Migranten sind gerade in Berlin eine der am stärksten wachsenden Bevölkerungsgruppe. Im europäischen Vergleich arbeiten in Deutschland besonders viele Migranten im Niedriglohnsektor. Auch hier führt die relativ niedrige Entlohnung oft zu einem lebenslangen Unterstützungsbedarf bei der Existenzsicherung.

„Eine Gruppe, die ebenfalls im Fokus stehen sollte, sind Menschen mit Behinderungen. Sie verfügen in der Regel über ein geringeres Einkommen als Menschen ohne Behinderung und oft über keine finanziellen Polster und Vermögen“, hieß es außerdem.

Die Devise des Senats ist: Arbeit jetzt gut bezahlen, dann werde die Lage im Alter auch nicht prekär. Gerade hat er deshalb den Landesmindestlohn ab 2020 auf 12,50 brutto pro Stunde angehoben. Dieser gilt für alle Arbeitnehmer in Unternehmen des Landes, der öffentlichen Verwaltung oder in Einrichtungen, die öffentlich gefördert werden.

Berliner Betriebe seltener an Tarifvertrag gebunden

Ohne die Privaten geht es nicht. Deshalb setze sich die Senatsverwaltung außerdem für eine hohe Tarifbindung in den Unternehmen und Betrieben ein. „Umsetzen müssen das aber die Tarifpartner. Der Dialog mit den Sozialpartnern hat in Berlin eine gute Tradition. Darüber haben wir schon viel erreicht“, heißt es.

Ein Blick auf die Zahlen des Berliner Betriebspanels aber zeigt: Nicht einmal die Hälfte (47 Prozent) der Berliner Beschäftigten ist von einem Tarifvertrag erfasst. Nur noch 18 Prozent der Berliner Betriebe sind tarifvertraglich gebunden, das sind neun Prozent weniger als im Bundesdurchschnitt. Man müsse den Sozialpartnerdialog verstärkt nutzen, um Erwerbsarmut zu bekämpfen, sagt die Sozialverwaltung dazu.

Der Weg raus aus den Minijobs

Auch an die Minijobs, die vor allem von Frauen ausgeübt werden, will der Senat heran und die Frauen „in sozialversicherungspflichtige Beschäftigung überführen“. Dafür unterstütze man entsprechende Initiativen.
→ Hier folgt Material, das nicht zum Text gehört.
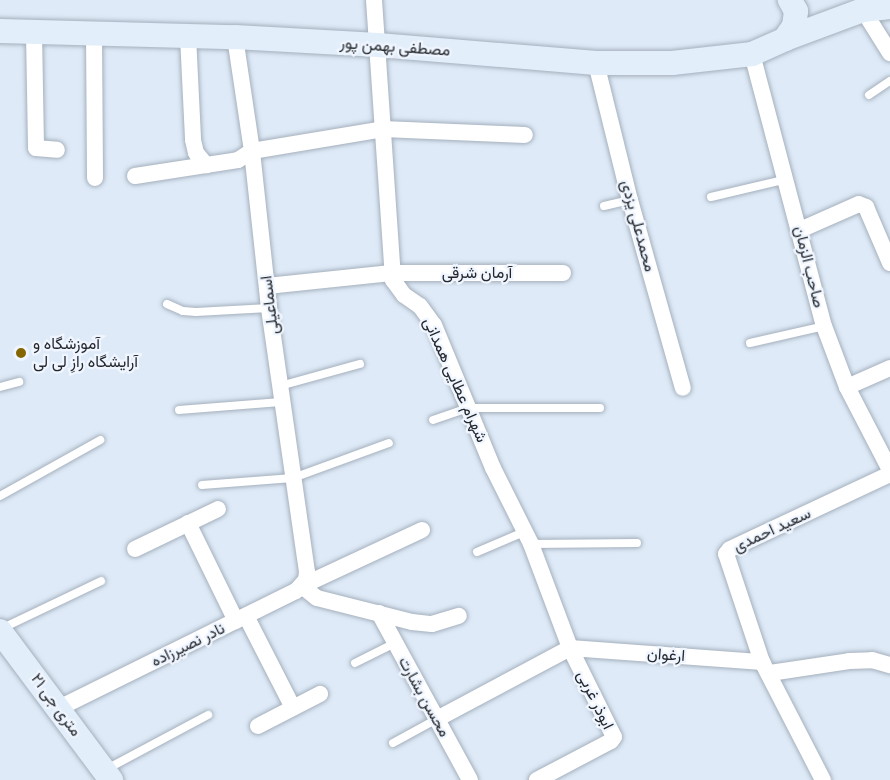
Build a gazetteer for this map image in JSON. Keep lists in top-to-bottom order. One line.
{"streets":{"main road":["مصطفی بهمن پور","۲۱ متری جی"],"street":["محمدعلی یزدی","صاحب الزمان","آرمان شرقی","اسماعیلی","شهرام عطایی همدانی","سعید احمدی","نادر نصیرزاده","ارغوان","محسن بشارت","ابوذر غربی"]},"crossings":[["مصطفی بهمن پور","محمدعلی یزدی"],["مصطفی بهمن پور","صاحب الزمان"],["مصطفی بهمن پور","اسماعیلی"],["صاحب الزمان","سعید احمدی"],["آرمان شرقی","اسماعیلی"],["آرمان شرقی","شهرام عطایی همدانی"],["اسماعیلی","نادر نصیرزاده"],["شهرام عطایی همدانی","ارغوان"],["شهرام عطایی همدانی","ابوذر غربی"],["سعید احمدی","ارغوان"],["نادر نصیرزاده","۲۱ متری جی"],["ارغوان","ابوذر غربی"]],"places":["آموزشگاه و آرایشگاه رازِ لی لی"]}
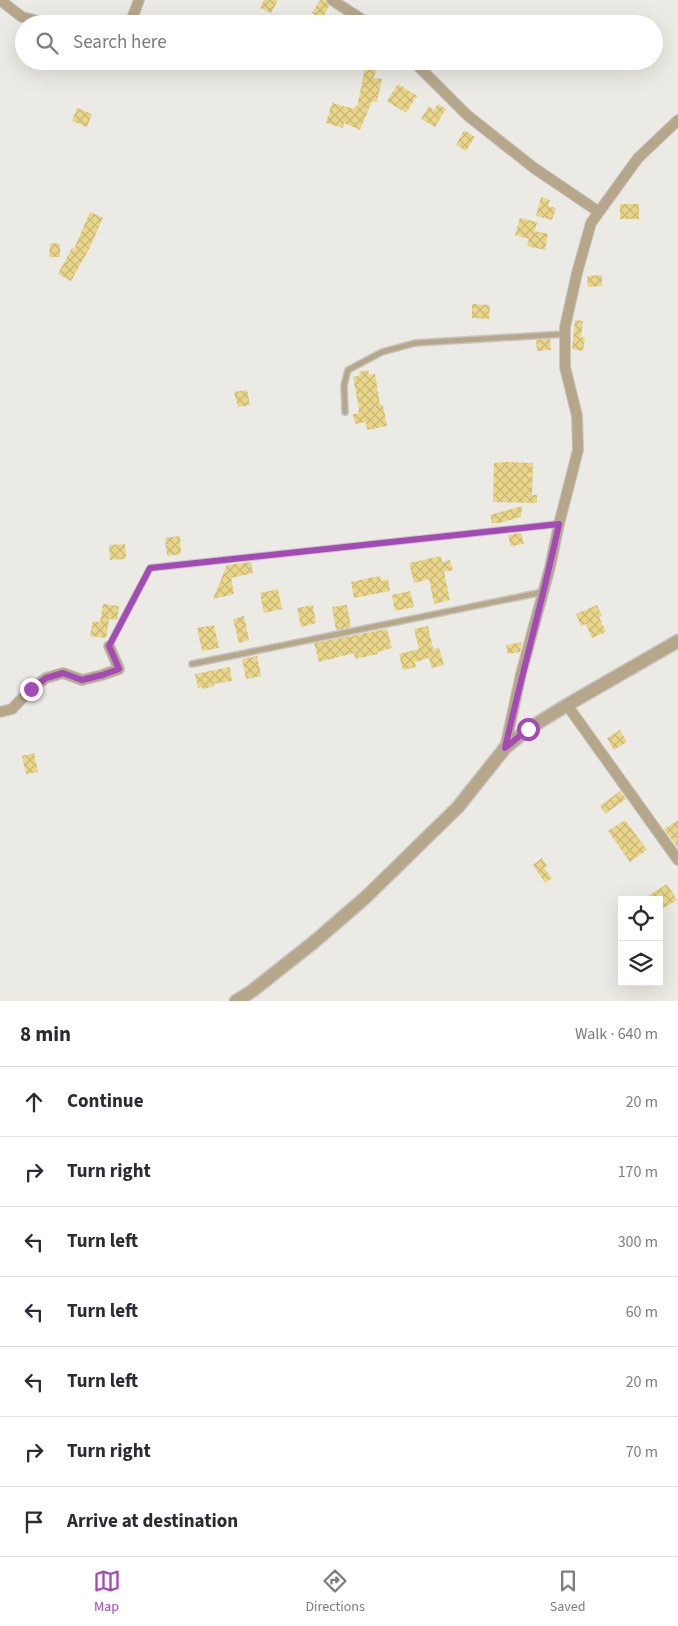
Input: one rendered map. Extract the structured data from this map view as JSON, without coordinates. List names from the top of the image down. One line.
{"page":{"search":"Search here","heading":["8 min","Walk · 640 m"],"list":[["Continue","20 m"],["Turn right","170 m"],["Turn left","300 m"],["Turn left","60 m"],["Turn left","20 m"],["Turn right","70 m"],"Arrive at destination"],"nav":["Map","Directions","Saved"]}}
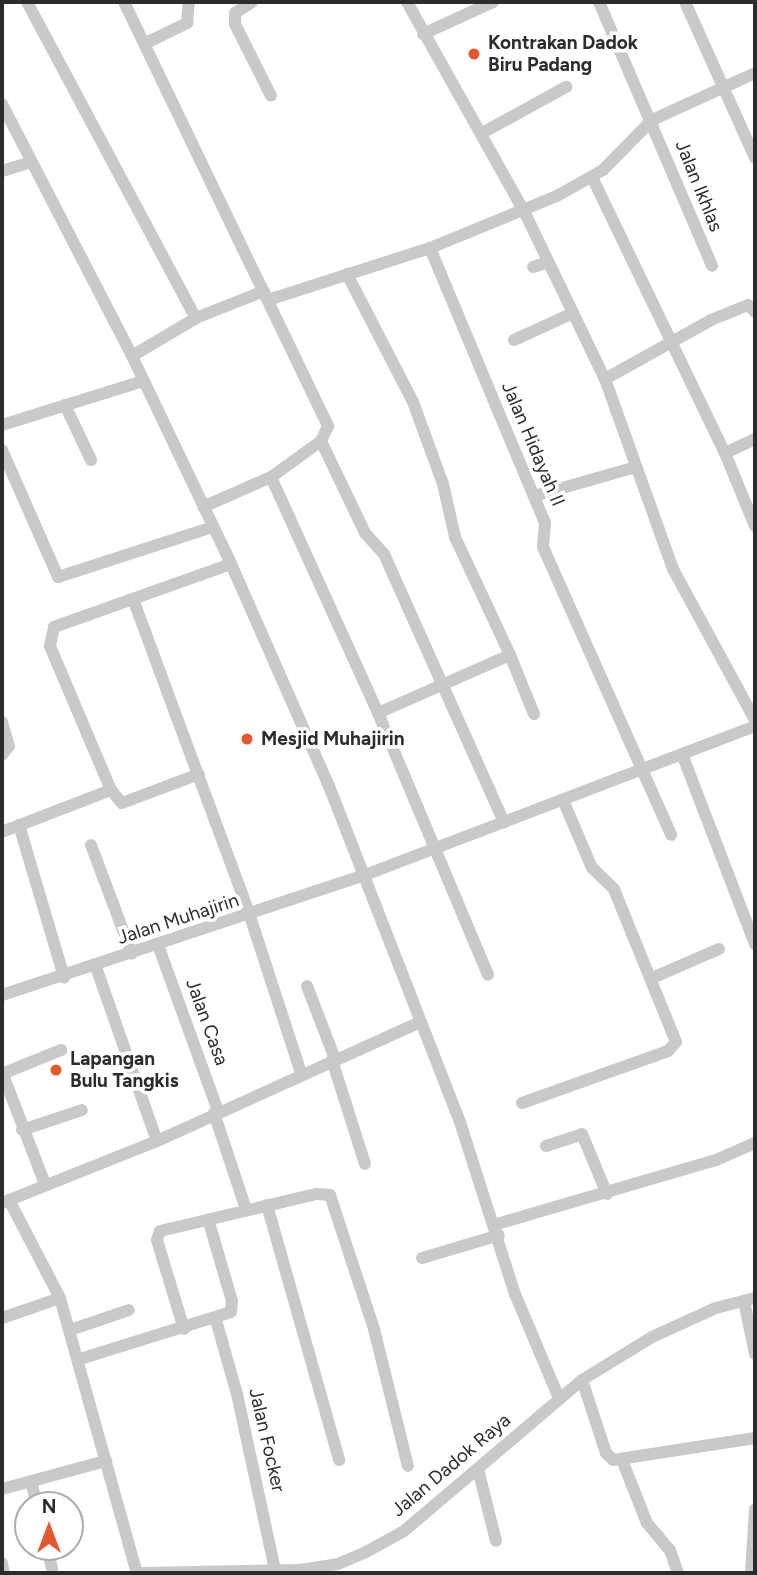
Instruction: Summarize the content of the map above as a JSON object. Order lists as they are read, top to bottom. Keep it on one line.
{"streets":{"street":["Jalan Ikhlas","Jalan Hidayah II","Jalan Muhajirin","Jalan Casa","Jalan Focker","Jalan Dadok Raya"]},"crossings":[["Jalan Hidayah II","Jalan Muhajirin"],["Jalan Muhajirin","Jalan Casa"],["Jalan Focker","Jalan Dadok Raya"]],"places":["Kontrakan Dadok Biru Padang","Mesjid Muhajirin","Lapangan Bulu Tangkis"],"north":"top"}
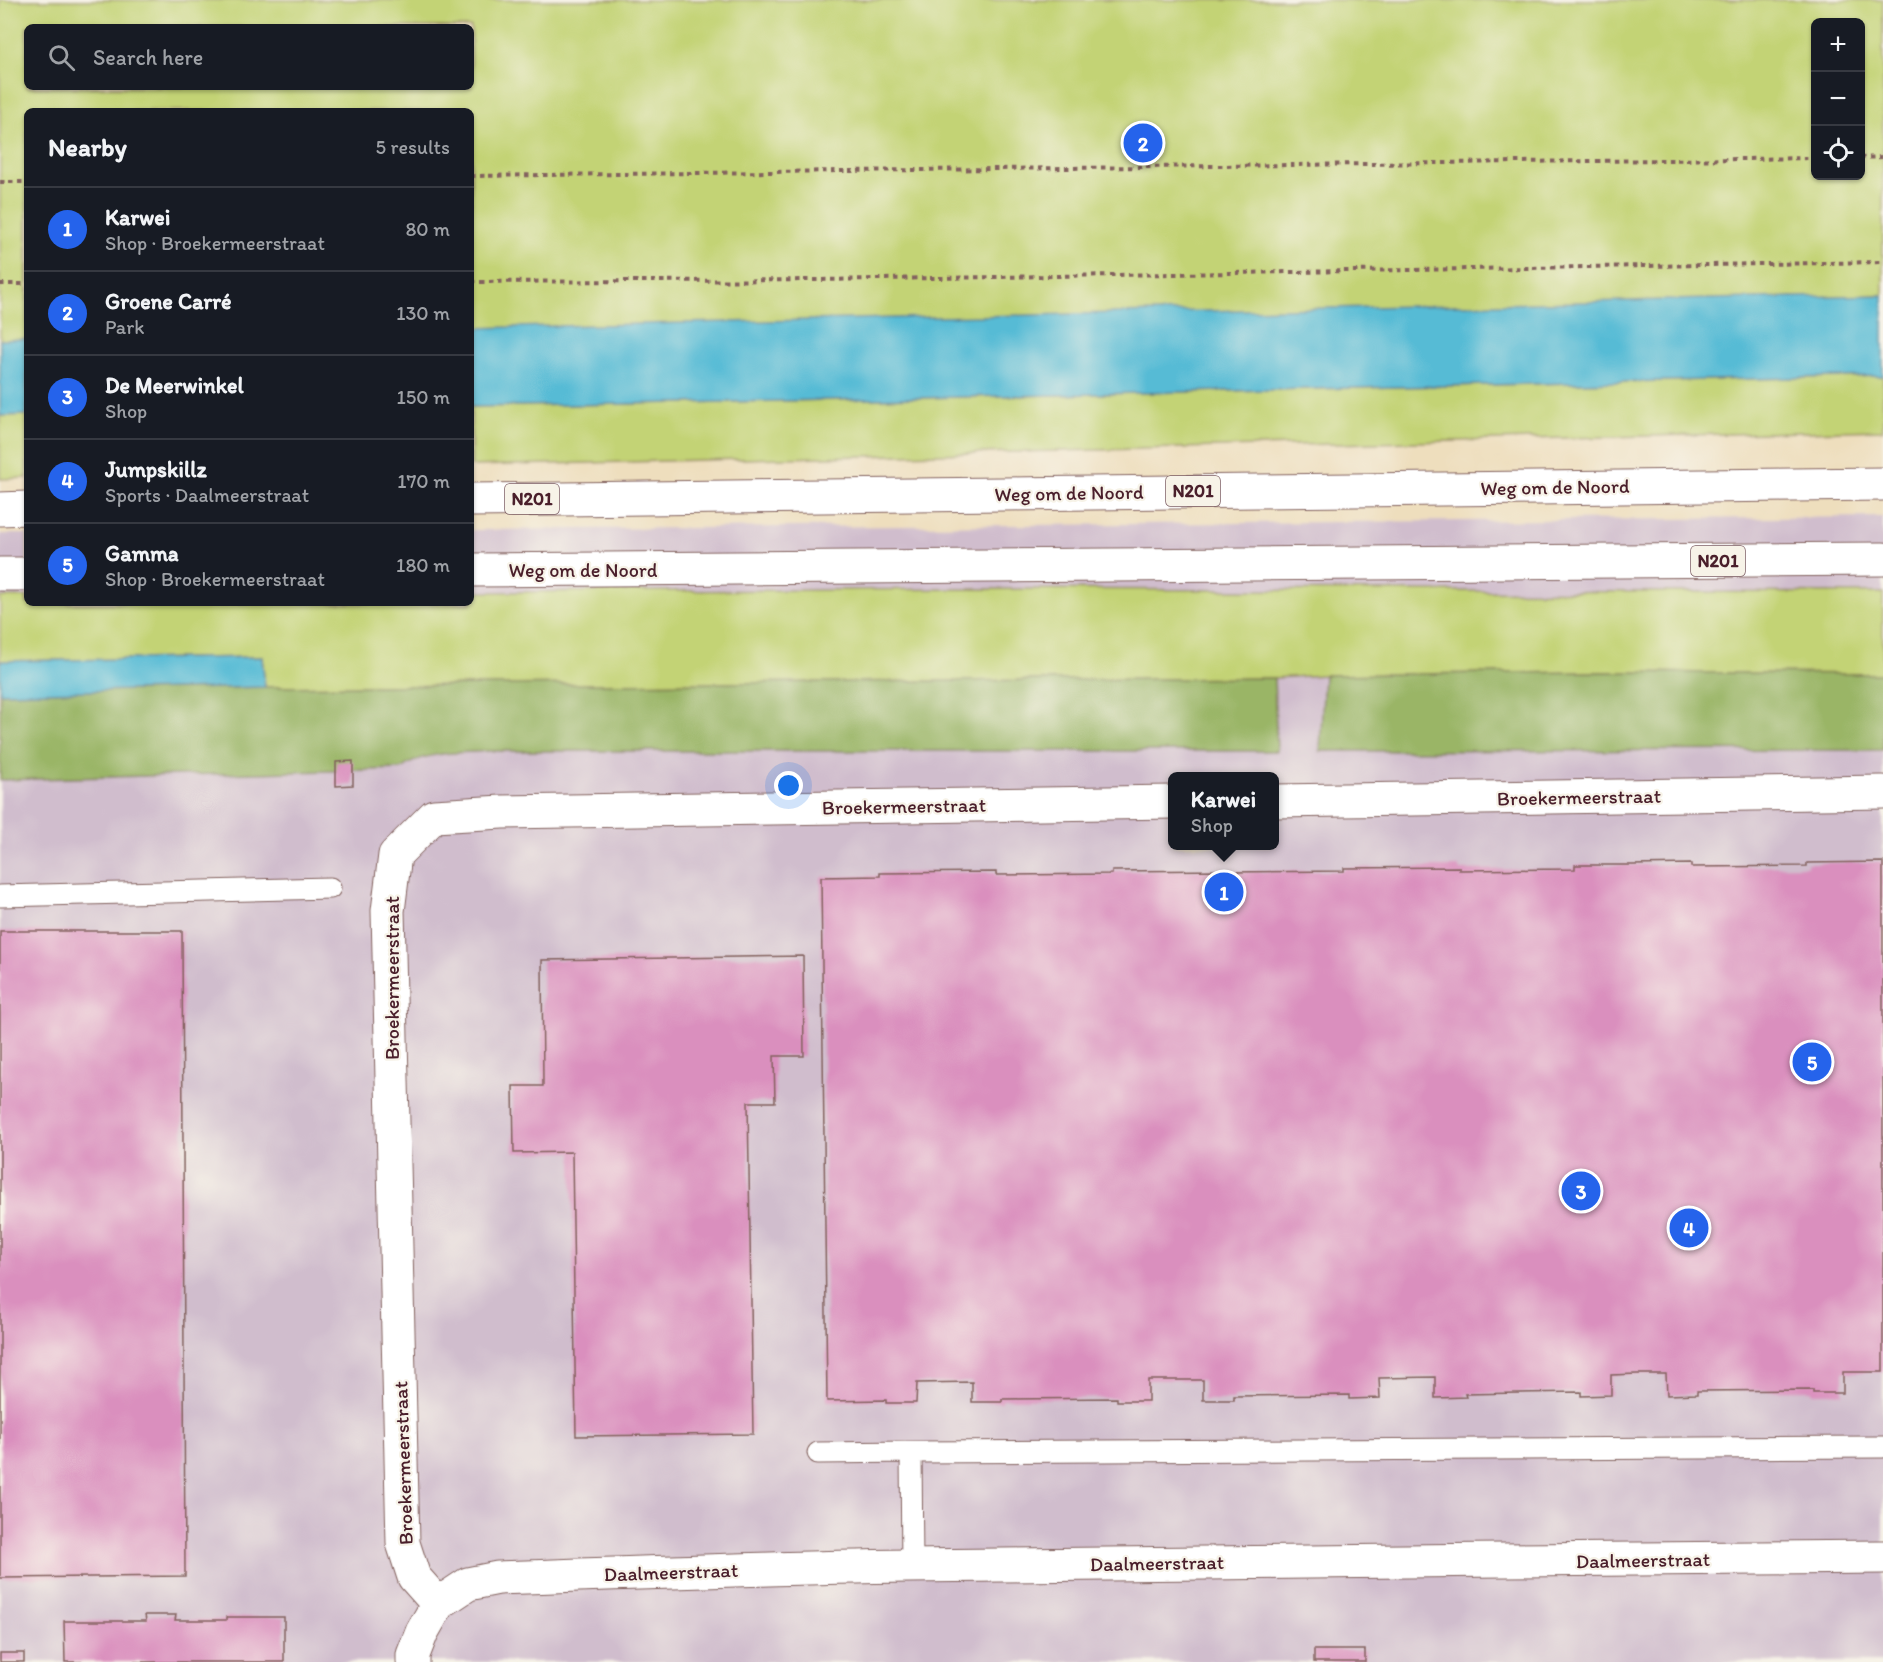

Klar sei, dass von einer Erwerbsarmut besonders diejenigen betroffen seien, die nur über eine geringe Qualifikation verfügen. Hier soll das ESF-Programm des Landes Berlin „Qualifizierung vor Beschäftigung“ helfen, mit dem Menschen die Chance gegeben werden soll, „Abschlüsse nachzuholen oder durch praxisnahe Qualifizierung wieder Fuß zu fassen auf dem ersten Arbeitsmarkt.“

Die Möglichkeiten des Landes seien trotzdem beschränkt. „Wir brauchen den Bund, der entsprechende Rahmenbedingungen schaffen, Gesetzesvorhaben auf den Weg bringen und umsetzen muss.“

Mehr als 30 Prozent des Einkommens allein für die Miete

Ein besonderes Problem stellt mit Blick auf die Altersarmut auch der prekäre Wohnungsmarkt dar. Das Angebot kleinerer Sozialwohnungen für Ein- oder Zweipersonenhaushalte ist zu gering. Zwei Drittel der Haushalte von Menschen über 65 Jahren müssen mehr als 30 Prozent ihres Einkommens auf Miete und Nebenkosten verwenden, wie jüngst eine Studie des Deutschen Instituts für Wirtschaftsforschung (DIW) zeigte.

Der Senat hat zwar die Bemessungsgrenzen für Sozialleistungen und Grundsicherung erhöht und so an den aktuellen Mietspiegel angepasst, doch ohne dass mehr bezahlbarer Wohnraum geschaffen wird, entspannt sich die Lage wohl nicht.